# GIVEN RECORDS
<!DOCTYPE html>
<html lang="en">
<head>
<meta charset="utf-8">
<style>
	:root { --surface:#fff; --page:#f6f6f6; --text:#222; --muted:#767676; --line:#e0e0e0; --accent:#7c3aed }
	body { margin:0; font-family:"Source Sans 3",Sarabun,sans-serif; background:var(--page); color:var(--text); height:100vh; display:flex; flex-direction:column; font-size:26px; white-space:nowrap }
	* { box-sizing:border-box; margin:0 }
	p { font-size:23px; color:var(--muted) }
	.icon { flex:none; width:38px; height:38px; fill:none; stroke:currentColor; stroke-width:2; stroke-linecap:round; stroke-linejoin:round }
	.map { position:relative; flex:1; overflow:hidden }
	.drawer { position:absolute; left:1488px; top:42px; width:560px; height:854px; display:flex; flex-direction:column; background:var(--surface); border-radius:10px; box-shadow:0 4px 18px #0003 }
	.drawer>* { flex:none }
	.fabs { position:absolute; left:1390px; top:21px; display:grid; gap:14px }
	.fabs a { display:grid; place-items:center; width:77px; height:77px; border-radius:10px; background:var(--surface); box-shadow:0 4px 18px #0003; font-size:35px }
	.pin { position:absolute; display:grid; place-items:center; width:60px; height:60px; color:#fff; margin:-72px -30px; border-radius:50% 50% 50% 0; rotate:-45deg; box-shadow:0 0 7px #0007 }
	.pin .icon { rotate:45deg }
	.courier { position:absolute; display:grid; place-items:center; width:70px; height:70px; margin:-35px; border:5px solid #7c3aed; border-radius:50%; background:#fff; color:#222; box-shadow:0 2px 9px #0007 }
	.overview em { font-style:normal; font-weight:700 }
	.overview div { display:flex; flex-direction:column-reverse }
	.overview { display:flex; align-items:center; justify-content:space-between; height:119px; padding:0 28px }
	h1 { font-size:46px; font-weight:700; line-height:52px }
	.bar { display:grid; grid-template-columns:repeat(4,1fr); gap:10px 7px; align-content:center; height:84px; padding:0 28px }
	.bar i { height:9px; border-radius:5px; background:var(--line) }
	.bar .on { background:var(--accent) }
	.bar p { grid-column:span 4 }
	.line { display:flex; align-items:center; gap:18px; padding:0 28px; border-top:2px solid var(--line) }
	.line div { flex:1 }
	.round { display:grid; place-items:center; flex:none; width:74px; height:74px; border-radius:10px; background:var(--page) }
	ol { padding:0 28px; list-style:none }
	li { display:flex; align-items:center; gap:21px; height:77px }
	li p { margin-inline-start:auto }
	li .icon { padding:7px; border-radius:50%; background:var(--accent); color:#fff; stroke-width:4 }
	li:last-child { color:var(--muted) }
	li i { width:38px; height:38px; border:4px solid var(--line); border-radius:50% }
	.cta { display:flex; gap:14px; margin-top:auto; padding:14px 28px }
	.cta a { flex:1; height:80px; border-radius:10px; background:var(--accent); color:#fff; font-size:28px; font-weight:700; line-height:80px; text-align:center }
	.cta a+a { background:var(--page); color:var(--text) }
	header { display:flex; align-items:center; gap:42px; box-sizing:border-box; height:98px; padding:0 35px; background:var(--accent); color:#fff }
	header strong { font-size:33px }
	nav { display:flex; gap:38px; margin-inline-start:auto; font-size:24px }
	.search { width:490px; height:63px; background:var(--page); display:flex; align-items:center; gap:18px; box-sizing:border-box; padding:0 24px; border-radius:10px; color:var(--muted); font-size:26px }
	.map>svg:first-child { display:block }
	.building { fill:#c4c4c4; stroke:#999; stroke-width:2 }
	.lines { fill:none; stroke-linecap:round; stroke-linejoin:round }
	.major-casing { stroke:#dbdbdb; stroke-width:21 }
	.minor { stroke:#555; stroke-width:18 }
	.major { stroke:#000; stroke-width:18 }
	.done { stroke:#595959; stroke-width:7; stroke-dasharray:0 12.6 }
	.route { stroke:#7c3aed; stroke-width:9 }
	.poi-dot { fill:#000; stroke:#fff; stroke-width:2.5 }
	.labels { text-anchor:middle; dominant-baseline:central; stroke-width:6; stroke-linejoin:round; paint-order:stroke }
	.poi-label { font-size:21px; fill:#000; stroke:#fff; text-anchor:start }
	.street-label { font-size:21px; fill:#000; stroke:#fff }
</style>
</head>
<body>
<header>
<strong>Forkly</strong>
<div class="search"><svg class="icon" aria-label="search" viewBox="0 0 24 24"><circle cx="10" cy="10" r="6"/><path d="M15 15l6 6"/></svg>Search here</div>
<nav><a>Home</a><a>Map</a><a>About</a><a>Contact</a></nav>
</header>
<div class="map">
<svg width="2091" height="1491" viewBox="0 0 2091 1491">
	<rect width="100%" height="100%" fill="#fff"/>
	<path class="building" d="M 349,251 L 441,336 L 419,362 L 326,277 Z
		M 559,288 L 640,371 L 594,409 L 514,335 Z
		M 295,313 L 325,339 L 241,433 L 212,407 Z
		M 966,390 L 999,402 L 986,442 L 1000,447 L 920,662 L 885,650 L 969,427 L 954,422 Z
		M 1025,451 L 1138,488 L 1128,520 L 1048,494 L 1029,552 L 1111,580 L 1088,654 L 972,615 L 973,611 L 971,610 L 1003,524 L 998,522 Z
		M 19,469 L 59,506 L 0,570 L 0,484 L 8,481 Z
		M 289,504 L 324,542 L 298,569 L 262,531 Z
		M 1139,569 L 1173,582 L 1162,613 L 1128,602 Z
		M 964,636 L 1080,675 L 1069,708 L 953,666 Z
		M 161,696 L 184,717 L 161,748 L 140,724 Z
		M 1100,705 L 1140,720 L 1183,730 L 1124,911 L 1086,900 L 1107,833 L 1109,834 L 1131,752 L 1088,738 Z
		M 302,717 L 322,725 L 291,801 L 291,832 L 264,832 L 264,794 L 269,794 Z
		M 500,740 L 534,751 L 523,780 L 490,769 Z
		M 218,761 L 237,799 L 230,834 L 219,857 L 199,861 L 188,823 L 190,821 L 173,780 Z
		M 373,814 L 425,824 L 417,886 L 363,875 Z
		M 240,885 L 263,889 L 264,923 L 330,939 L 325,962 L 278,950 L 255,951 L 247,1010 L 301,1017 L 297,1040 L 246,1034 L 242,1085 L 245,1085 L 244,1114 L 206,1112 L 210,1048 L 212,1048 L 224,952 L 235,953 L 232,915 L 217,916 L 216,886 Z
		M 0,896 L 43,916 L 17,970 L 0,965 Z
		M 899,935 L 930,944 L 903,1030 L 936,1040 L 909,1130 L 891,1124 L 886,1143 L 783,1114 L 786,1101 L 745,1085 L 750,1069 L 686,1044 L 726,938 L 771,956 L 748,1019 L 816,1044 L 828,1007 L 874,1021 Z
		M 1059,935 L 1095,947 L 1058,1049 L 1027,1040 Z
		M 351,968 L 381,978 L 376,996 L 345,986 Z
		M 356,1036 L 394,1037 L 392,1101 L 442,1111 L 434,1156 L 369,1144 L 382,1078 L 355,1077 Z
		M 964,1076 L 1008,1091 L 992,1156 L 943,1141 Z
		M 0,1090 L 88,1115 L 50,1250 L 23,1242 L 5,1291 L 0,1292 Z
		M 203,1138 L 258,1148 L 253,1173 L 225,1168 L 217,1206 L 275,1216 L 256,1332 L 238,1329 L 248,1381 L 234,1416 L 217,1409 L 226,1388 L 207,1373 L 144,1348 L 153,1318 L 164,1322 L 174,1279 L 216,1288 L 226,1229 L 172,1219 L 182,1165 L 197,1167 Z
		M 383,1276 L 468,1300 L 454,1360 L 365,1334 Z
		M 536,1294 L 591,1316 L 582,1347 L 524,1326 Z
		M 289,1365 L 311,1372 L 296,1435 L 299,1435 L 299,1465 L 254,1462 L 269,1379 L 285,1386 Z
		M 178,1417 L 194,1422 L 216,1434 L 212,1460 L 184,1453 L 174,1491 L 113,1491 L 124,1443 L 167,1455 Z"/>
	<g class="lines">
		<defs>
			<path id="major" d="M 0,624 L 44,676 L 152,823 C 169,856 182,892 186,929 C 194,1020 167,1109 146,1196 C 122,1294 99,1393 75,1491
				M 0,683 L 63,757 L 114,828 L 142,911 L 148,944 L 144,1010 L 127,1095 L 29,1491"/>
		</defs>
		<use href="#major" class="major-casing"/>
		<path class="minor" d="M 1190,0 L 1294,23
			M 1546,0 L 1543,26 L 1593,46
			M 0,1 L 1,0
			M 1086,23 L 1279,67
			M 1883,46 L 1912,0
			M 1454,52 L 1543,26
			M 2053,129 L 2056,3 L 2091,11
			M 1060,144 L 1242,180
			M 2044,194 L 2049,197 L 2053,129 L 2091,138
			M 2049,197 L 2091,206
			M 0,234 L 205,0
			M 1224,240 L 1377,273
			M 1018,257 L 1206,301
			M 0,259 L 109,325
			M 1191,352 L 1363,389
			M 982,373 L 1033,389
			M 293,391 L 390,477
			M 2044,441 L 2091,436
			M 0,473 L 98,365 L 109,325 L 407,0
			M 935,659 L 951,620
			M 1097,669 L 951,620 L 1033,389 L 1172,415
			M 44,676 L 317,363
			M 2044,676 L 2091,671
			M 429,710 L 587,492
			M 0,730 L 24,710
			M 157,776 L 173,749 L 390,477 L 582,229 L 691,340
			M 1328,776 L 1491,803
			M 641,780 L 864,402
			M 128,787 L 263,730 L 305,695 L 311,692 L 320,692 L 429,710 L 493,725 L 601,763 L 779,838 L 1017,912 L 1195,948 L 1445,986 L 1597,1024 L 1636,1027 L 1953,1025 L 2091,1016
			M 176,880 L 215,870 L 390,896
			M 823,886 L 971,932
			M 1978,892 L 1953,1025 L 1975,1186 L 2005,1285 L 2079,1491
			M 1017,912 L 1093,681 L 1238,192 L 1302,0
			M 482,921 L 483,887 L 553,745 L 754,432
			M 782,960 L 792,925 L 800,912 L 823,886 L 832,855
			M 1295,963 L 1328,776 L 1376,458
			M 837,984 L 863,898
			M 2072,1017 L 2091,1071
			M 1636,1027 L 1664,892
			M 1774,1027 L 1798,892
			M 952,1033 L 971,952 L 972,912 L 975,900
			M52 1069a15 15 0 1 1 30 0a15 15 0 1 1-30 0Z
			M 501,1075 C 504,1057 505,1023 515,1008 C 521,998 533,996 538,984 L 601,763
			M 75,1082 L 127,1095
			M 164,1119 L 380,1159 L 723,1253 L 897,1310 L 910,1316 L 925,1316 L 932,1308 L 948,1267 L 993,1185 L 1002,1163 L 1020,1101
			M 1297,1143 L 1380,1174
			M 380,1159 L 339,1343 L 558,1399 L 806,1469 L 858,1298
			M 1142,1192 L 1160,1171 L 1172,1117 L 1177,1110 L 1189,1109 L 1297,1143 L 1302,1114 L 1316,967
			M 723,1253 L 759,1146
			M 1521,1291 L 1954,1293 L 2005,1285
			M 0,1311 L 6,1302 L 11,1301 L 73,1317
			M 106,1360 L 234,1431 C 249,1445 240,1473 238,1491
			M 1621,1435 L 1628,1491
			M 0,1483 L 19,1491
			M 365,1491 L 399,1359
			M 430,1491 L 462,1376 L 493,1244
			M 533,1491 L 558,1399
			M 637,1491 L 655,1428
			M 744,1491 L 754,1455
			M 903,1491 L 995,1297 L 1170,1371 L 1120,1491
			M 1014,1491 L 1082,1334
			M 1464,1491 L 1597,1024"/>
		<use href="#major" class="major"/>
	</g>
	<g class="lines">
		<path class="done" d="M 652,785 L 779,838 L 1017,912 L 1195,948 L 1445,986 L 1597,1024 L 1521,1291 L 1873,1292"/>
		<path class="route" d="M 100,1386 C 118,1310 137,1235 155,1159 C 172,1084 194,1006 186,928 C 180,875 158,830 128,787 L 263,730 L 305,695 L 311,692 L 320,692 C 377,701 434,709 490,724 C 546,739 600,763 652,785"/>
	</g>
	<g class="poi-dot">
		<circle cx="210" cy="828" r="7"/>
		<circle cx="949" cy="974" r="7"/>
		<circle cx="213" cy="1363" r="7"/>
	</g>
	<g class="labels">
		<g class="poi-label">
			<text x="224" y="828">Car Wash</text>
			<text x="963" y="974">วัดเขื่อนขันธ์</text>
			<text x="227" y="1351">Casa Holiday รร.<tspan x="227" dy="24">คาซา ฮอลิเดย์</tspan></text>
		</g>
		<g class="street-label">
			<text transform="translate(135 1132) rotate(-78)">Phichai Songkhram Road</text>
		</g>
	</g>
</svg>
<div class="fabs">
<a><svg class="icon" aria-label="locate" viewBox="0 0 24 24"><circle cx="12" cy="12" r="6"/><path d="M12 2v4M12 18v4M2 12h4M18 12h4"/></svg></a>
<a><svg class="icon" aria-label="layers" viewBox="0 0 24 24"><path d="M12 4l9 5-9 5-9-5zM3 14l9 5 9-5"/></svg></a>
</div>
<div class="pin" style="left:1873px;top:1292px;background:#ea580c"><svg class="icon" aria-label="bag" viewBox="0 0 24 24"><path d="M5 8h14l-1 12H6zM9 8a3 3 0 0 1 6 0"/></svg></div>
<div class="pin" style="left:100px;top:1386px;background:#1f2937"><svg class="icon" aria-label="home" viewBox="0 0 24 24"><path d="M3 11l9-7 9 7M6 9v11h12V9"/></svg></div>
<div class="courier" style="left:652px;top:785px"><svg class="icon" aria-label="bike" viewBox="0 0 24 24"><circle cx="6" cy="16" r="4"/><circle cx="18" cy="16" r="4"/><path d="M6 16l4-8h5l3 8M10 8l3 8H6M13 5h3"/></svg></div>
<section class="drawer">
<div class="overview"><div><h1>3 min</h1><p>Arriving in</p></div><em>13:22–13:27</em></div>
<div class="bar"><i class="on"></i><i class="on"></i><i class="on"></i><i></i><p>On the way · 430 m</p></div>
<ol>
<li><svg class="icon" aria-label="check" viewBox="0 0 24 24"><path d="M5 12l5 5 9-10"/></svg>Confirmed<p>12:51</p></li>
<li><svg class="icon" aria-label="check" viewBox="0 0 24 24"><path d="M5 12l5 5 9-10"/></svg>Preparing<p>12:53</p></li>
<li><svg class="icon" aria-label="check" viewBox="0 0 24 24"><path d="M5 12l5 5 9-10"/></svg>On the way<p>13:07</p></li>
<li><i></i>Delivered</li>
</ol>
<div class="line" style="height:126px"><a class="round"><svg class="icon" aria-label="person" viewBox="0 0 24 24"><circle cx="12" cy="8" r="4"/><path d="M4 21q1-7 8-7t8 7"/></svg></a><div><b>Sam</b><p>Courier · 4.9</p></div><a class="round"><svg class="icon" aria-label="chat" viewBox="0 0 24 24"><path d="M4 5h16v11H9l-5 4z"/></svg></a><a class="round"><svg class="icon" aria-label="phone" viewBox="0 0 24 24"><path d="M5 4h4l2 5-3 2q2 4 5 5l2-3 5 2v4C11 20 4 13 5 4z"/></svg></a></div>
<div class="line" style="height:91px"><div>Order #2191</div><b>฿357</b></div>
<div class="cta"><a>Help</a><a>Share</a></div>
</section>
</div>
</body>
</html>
* * *
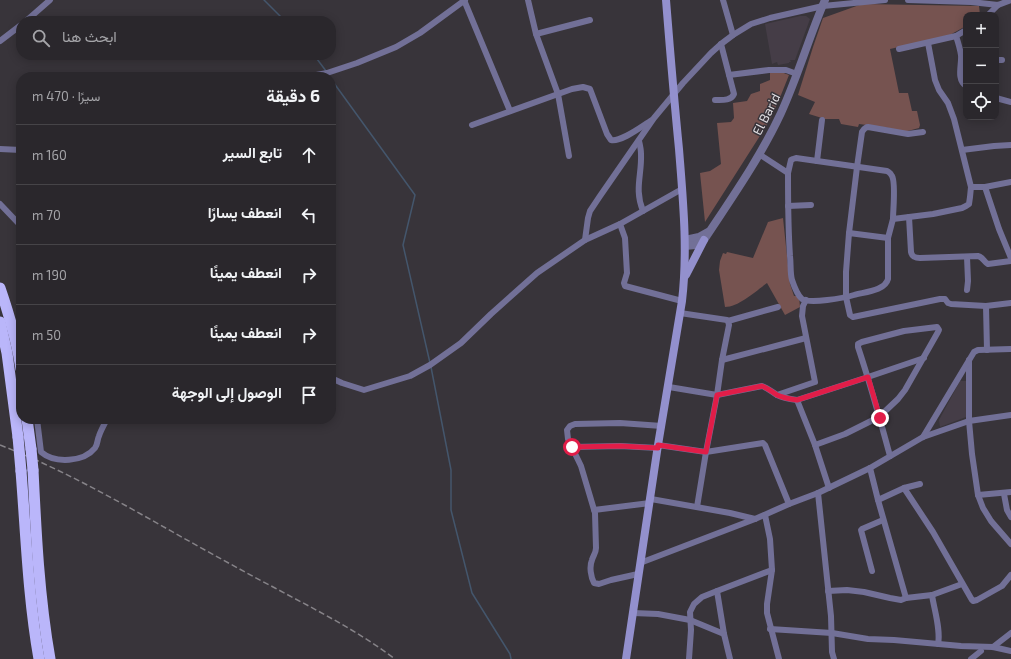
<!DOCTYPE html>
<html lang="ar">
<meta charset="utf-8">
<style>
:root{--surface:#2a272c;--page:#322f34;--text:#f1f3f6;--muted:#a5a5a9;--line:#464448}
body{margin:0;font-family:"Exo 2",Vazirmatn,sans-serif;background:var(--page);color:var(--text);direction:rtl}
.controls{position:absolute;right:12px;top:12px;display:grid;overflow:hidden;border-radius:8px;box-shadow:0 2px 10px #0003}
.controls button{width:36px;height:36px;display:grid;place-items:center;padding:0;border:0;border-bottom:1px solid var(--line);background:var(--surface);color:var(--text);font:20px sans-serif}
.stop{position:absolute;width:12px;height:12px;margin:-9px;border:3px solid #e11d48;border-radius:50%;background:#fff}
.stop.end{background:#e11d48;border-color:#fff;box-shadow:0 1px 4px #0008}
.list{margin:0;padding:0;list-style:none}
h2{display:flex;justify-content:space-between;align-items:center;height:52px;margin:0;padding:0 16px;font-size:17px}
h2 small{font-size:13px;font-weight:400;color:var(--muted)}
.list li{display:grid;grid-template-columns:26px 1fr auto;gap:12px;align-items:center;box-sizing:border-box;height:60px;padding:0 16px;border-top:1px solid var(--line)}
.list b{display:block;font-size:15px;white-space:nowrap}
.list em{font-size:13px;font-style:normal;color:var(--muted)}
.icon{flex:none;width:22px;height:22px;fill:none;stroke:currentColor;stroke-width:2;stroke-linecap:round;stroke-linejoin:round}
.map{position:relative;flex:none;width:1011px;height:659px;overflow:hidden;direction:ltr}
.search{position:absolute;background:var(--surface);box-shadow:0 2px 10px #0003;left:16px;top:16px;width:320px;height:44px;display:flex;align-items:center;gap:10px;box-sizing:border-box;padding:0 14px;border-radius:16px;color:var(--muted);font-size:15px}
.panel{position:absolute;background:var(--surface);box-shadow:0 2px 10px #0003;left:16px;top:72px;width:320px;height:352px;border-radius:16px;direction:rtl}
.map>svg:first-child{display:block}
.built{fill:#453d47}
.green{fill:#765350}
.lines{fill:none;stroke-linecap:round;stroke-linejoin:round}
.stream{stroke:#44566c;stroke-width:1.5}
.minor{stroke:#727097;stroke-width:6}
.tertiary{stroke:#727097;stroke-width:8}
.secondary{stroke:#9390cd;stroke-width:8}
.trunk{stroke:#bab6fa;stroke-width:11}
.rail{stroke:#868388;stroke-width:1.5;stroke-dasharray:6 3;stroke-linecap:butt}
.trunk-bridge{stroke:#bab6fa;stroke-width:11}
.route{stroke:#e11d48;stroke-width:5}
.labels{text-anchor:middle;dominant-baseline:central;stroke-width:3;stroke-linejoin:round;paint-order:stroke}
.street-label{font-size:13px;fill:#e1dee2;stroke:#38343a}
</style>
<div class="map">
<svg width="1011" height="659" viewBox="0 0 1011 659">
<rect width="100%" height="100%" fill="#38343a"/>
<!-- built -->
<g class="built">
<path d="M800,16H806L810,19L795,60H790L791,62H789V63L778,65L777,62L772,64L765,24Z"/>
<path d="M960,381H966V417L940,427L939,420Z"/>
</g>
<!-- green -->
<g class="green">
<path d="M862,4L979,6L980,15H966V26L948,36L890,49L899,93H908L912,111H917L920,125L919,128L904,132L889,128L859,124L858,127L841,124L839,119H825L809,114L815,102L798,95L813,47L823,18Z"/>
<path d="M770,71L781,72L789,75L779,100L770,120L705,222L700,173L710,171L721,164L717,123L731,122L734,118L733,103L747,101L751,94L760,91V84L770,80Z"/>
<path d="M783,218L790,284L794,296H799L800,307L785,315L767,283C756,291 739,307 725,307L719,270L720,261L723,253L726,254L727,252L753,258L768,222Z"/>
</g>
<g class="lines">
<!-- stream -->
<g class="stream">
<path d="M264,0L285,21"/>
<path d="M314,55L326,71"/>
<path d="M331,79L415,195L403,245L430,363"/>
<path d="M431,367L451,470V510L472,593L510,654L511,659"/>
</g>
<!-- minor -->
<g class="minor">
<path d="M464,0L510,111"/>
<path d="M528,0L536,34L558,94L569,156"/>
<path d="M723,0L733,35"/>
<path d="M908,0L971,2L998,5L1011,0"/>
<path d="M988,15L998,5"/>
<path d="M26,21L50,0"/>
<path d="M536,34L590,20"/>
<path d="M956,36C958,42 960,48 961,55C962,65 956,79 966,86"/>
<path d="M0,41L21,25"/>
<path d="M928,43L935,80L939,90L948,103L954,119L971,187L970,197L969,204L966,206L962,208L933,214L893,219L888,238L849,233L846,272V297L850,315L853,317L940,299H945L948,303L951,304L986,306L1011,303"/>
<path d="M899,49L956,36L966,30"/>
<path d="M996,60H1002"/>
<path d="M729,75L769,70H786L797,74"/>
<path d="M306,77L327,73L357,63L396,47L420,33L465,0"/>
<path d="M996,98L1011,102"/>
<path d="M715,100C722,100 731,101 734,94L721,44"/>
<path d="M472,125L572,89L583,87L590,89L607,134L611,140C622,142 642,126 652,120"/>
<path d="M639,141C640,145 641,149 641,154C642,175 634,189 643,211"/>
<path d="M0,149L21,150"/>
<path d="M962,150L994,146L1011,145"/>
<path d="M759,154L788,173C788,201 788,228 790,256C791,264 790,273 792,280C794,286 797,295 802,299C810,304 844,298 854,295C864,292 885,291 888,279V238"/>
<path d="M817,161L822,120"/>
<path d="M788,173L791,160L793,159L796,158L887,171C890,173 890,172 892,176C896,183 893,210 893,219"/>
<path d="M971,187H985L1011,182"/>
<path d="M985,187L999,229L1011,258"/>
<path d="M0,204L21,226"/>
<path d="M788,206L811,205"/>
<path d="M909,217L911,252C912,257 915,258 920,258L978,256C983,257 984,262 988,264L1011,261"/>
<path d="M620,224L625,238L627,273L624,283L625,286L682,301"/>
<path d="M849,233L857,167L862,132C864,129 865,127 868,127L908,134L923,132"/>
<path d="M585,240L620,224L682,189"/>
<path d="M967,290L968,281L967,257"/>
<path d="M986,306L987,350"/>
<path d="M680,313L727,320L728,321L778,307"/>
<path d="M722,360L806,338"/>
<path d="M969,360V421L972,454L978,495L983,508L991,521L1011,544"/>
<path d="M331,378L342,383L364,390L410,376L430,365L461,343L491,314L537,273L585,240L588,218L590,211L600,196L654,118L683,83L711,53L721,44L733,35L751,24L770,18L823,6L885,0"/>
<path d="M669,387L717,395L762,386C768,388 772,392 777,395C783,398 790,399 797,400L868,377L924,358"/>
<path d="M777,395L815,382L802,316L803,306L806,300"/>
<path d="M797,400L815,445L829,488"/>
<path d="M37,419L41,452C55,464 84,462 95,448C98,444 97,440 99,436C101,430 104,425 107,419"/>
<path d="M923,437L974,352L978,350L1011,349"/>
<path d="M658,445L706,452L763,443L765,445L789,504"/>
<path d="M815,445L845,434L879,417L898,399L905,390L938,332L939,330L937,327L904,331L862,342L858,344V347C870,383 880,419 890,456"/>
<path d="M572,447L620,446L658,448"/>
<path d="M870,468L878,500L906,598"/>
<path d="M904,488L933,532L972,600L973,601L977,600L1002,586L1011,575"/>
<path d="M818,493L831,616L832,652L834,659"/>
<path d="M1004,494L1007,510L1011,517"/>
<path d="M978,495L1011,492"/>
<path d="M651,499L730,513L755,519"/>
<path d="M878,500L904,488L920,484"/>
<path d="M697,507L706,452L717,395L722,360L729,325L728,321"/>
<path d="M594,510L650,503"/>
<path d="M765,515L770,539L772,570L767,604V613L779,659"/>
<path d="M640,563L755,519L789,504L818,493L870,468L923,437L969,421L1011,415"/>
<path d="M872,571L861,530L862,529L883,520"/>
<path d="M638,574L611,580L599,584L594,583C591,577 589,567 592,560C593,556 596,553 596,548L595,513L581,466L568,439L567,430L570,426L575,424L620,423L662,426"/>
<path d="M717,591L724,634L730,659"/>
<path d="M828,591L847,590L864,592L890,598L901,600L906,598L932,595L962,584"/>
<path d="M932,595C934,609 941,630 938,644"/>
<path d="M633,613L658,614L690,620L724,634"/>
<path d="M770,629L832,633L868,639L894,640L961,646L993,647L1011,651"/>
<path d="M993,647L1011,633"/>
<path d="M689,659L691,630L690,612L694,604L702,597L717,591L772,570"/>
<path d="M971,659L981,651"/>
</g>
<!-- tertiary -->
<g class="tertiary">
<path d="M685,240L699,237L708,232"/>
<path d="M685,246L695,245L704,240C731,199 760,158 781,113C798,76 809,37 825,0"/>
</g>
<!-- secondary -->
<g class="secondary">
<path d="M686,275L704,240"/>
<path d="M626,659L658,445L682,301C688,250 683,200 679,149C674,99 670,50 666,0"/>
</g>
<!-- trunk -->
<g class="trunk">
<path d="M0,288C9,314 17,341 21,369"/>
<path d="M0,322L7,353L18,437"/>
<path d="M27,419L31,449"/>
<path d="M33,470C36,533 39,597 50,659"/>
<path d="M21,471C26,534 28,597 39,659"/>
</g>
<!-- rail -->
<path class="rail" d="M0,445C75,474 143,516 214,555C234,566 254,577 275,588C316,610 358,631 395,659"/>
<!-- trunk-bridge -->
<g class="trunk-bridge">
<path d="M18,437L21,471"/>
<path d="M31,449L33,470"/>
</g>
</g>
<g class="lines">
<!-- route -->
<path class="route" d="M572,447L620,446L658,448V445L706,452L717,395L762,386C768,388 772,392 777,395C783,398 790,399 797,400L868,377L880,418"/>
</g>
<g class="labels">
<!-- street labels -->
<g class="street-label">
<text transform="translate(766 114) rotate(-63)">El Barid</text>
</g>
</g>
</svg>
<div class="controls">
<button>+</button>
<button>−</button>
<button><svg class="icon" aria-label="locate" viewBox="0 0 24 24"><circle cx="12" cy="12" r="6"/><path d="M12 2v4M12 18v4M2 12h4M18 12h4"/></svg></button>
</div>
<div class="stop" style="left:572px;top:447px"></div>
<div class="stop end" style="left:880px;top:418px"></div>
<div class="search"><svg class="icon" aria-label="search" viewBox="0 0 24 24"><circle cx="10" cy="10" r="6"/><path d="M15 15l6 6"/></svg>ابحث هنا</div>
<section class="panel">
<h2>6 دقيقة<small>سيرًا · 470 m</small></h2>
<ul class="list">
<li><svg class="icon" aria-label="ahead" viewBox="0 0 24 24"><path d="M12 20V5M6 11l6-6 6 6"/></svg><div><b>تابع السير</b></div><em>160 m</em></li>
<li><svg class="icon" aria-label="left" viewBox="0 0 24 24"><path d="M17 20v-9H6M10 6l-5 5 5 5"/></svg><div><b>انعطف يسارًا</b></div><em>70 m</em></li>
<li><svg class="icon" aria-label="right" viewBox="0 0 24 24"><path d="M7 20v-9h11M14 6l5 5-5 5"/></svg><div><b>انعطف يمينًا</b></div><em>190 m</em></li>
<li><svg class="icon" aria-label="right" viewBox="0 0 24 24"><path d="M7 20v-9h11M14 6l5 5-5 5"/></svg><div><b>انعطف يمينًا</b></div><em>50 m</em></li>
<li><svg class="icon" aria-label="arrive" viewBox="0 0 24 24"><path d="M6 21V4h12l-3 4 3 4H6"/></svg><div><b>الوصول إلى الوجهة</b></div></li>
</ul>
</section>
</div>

# ACTIVITY
If a line of the entries contains "fabs", it counts; say how many such lines there are and give only the number.

# OUTPUT OF THE EXERCISE
3